━━ Listed entries
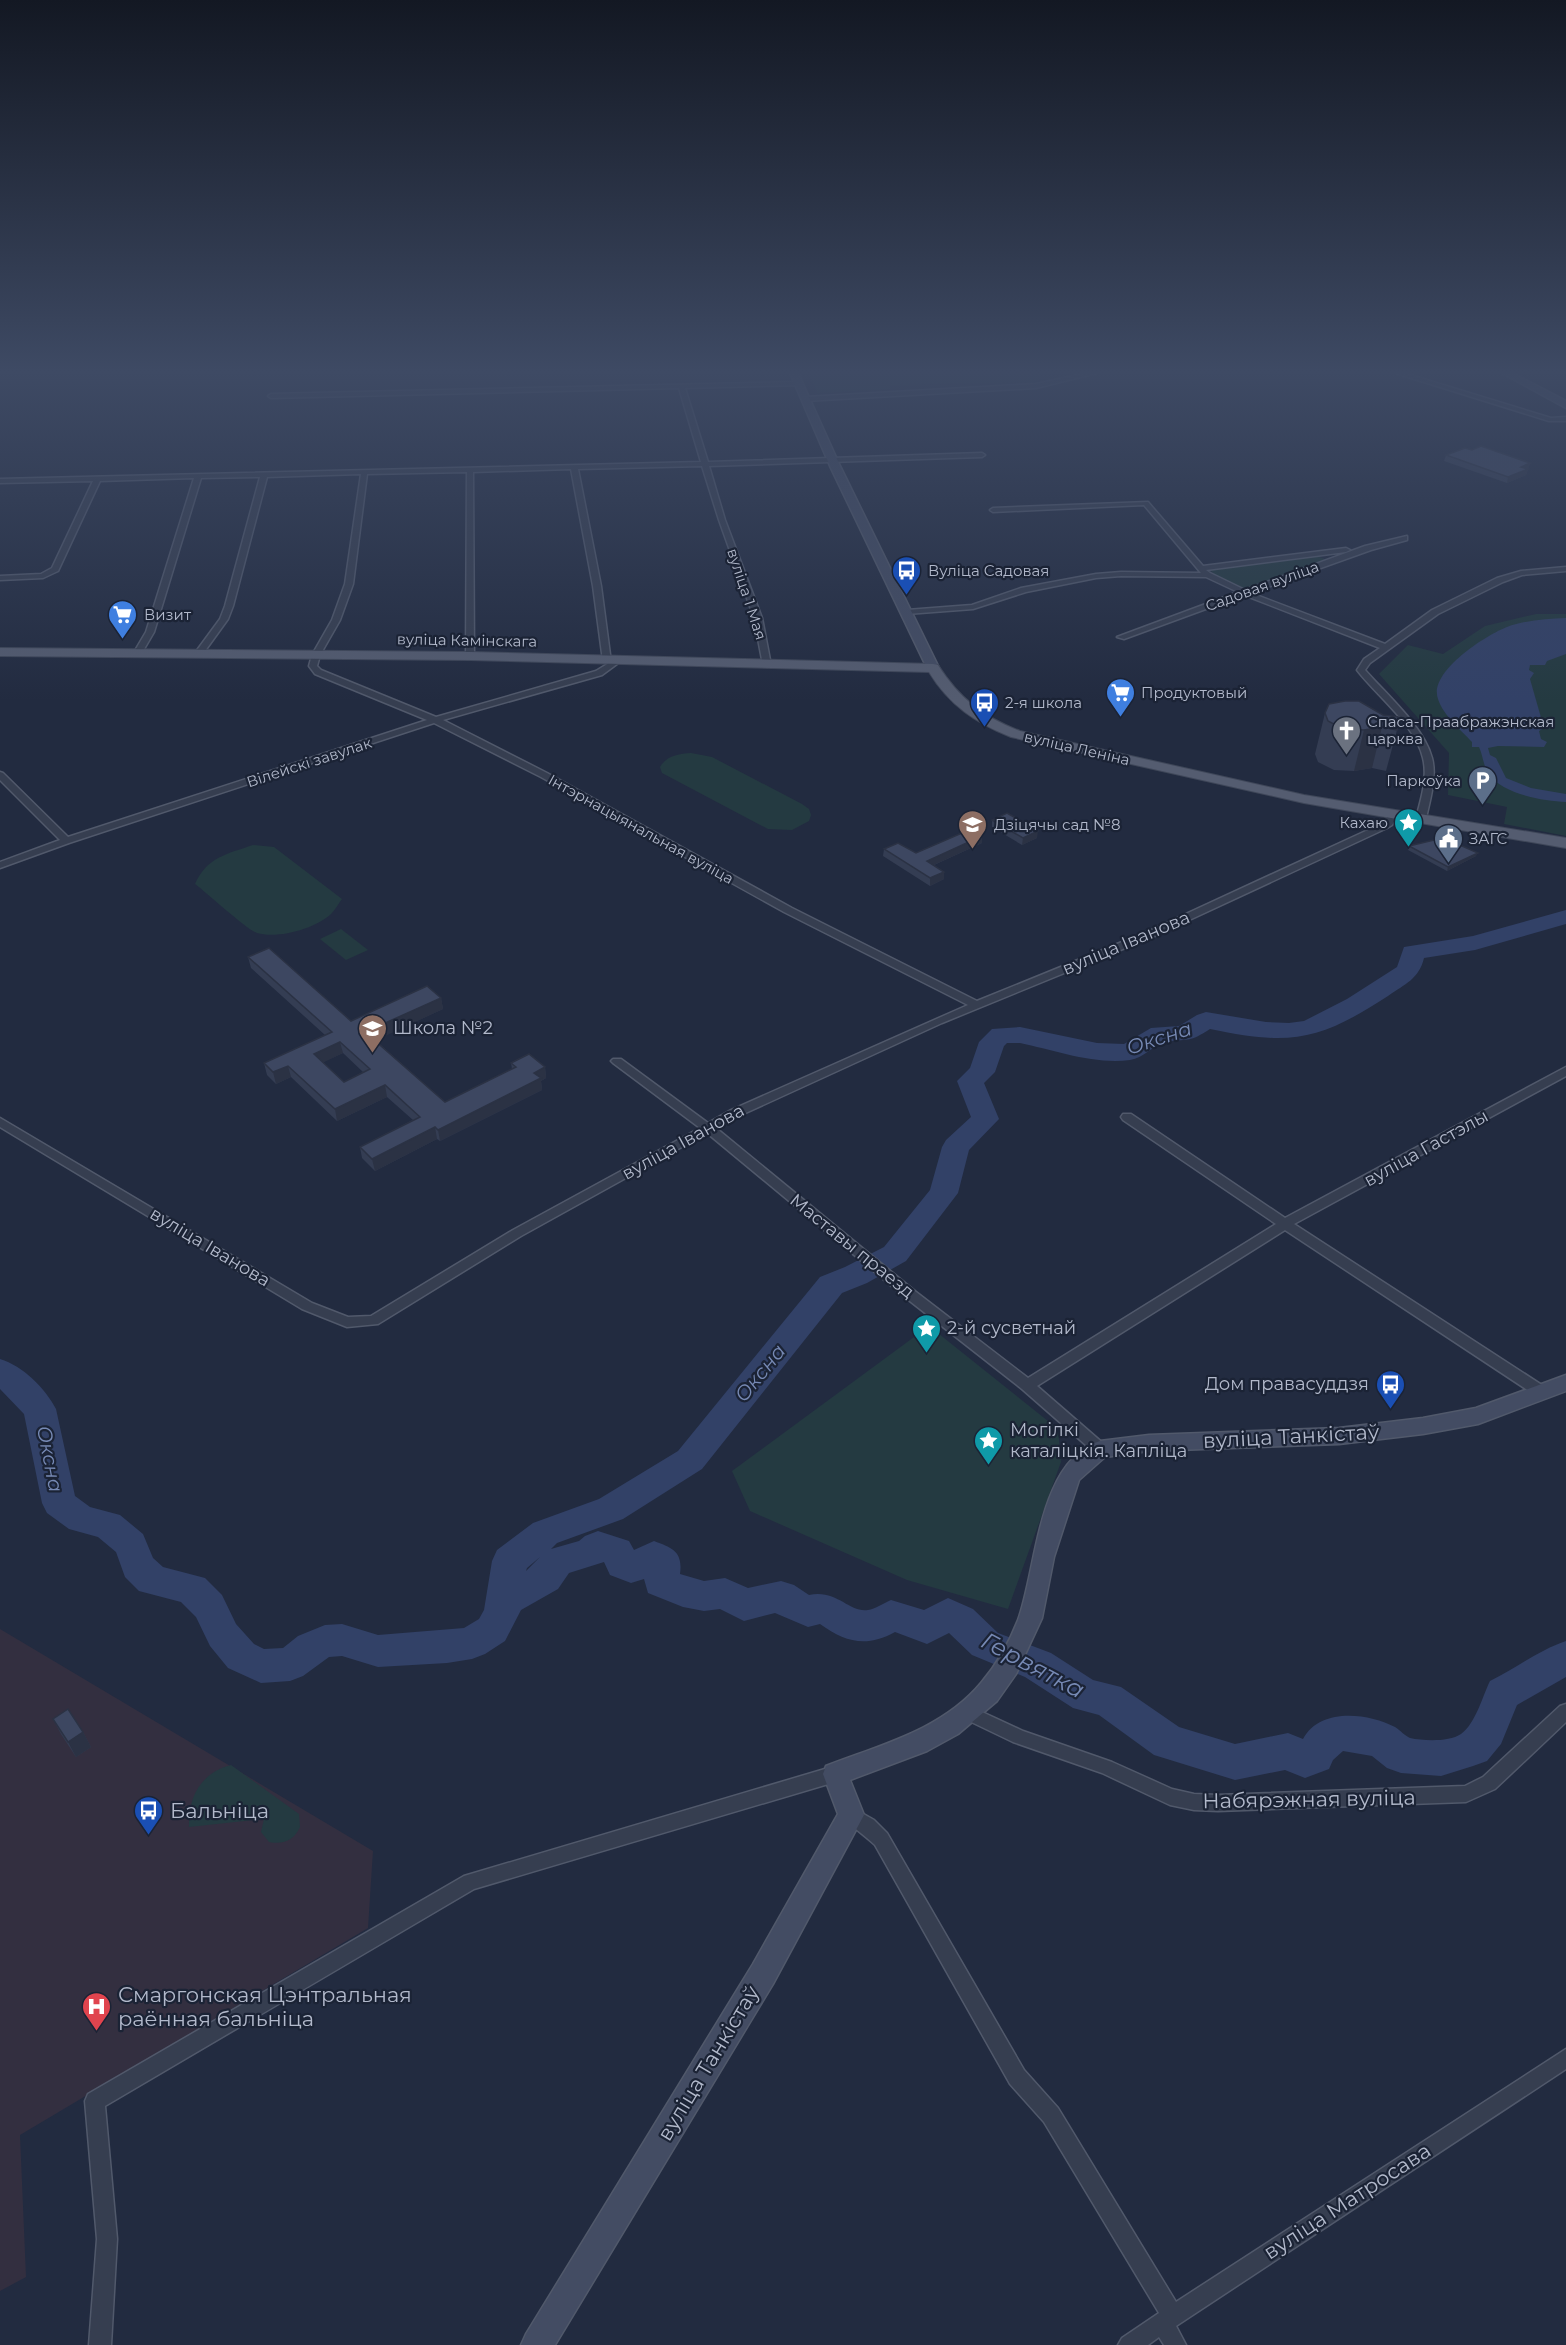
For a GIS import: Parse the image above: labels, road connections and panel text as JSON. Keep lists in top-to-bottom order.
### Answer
{
  "streets": {
    "main road": ["вуліца Камінскага", "вуліца Леніна", "вуліца Танкістаў"],
    "street": [
      "Садовая вуліца",
      "вуліца 1 Мая",
      "Вілейскі завулак",
      "Інтэрнацыянальная вуліца",
      "вуліца Іванова",
      "вуліца Гастэлы",
      "Маставы праезд",
      "Набярэжная вуліца",
      "вуліца Матросава"
    ]
  },
  "crossings": [
    ["Садовая вуліца", "вуліца Леніна"],
    ["вуліца 1 Мая", "вуліца Камінскага"],
    ["вуліца Камінскага", "вуліца Леніна"],
    ["вуліца Камінскага", "Вілейскі завулак"],
    ["вуліца Камінскага", "Інтэрнацыянальная вуліца"],
    ["вуліца Леніна", "вуліца Іванова"],
    ["Вілейскі завулак", "Інтэрнацыянальная вуліца"],
    ["Інтэрнацыянальная вуліца", "вуліца Іванова"],
    ["вуліца Іванова", "Маставы праезд"],
    ["вуліца Гастэлы", "Маставы праезд"],
    ["Маставы праезд", "вуліца Танкістаў"]
  ],
  "water": ["Оксна", "Гервятка"],
  "places": {
    "bus stop": [
      "Вуліца Садовая",
      "2-я школа",
      "Дом правасуддзя",
      "Бальніца"
    ],
    "supermarket": ["Визит", "Продуктовый"],
    "church": ["Спаса-Праабражэнская царква"],
    "parking": ["Паркоўка"],
    "place": ["Кахаю", "2-й сусветнай", "Могілкі каталіцкія. Капліца"],
    "school or university": ["Дзіцячы сад №8", "Школа №2"],
    "public building": ["ЗАГС"],
    "hospital": ["Смаргонская Цэнтральная раённая бальніца"]
  }
}
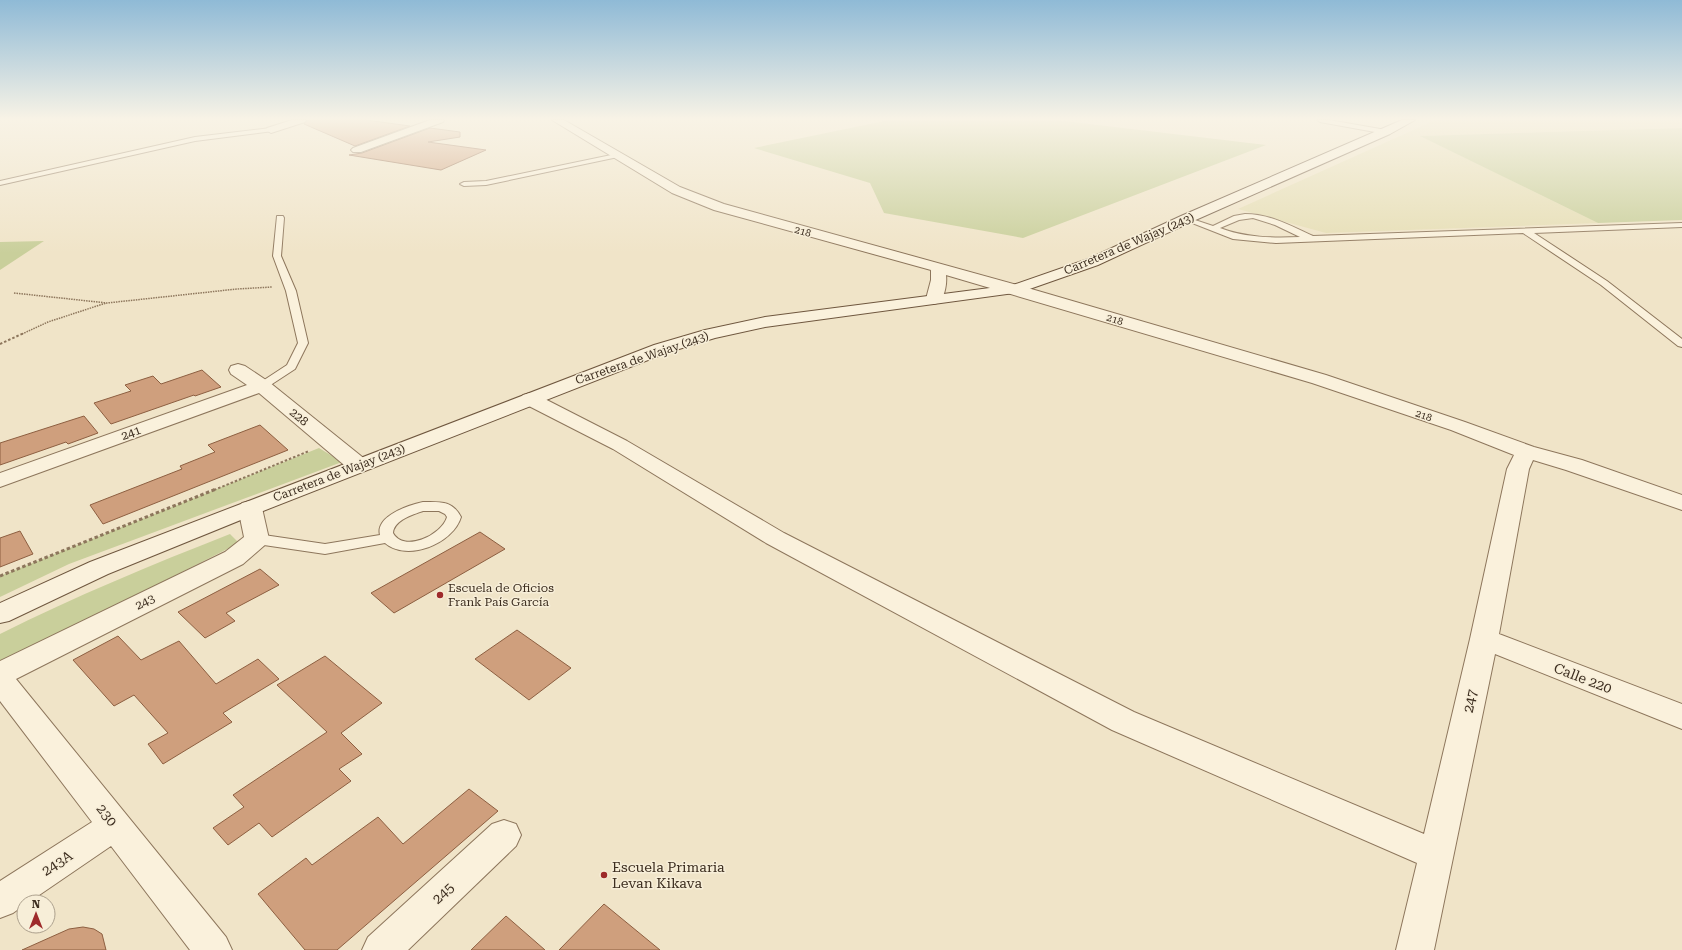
━━━━
* **Task description**: Output all of the entries verbatim, leaving out any images.

* **Solution to the exercise**:
For a GIS import: Parse the image above: labels, road connections and panel text as JSON. Keep lists in top-to-bottom order.
### Answer
{
  "streets": {
    "main road": ["вуліца Камінскага", "вуліца Леніна", "вуліца Танкістаў"],
    "street": [
      "Садовая вуліца",
      "вуліца 1 Мая",
      "Вілейскі завулак",
      "Інтэрнацыянальная вуліца",
      "вуліца Іванова",
      "вуліца Гастэлы",
      "Маставы праезд",
      "Набярэжная вуліца",
      "вуліца Матросава"
    ]
  },
  "crossings": [
    ["Садовая вуліца", "вуліца Леніна"],
    ["вуліца 1 Мая", "вуліца Камінскага"],
    ["вуліца Камінскага", "вуліца Леніна"],
    ["вуліца Камінскага", "Вілейскі завулак"],
    ["вуліца Камінскага", "Інтэрнацыянальная вуліца"],
    ["вуліца Леніна", "вуліца Іванова"],
    ["Вілейскі завулак", "Інтэрнацыянальная вуліца"],
    ["Інтэрнацыянальная вуліца", "вуліца Іванова"],
    ["вуліца Іванова", "Маставы праезд"],
    ["вуліца Гастэлы", "Маставы праезд"],
    ["Маставы праезд", "вуліца Танкістаў"]
  ],
  "water": ["Оксна", "Гервятка"],
  "places": {
    "bus stop": [
      "Вуліца Садовая",
      "2-я школа",
      "Дом правасуддзя",
      "Бальніца"
    ],
    "supermarket": ["Визит", "Продуктовый"],
    "church": ["Спаса-Праабражэнская царква"],
    "parking": ["Паркоўка"],
    "place": ["Кахаю", "2-й сусветнай", "Могілкі каталіцкія. Капліца"],
    "school or university": ["Дзіцячы сад №8", "Школа №2"],
    "public building": ["ЗАГС"],
    "hospital": ["Смаргонская Цэнтральная раённая бальніца"]
  }
}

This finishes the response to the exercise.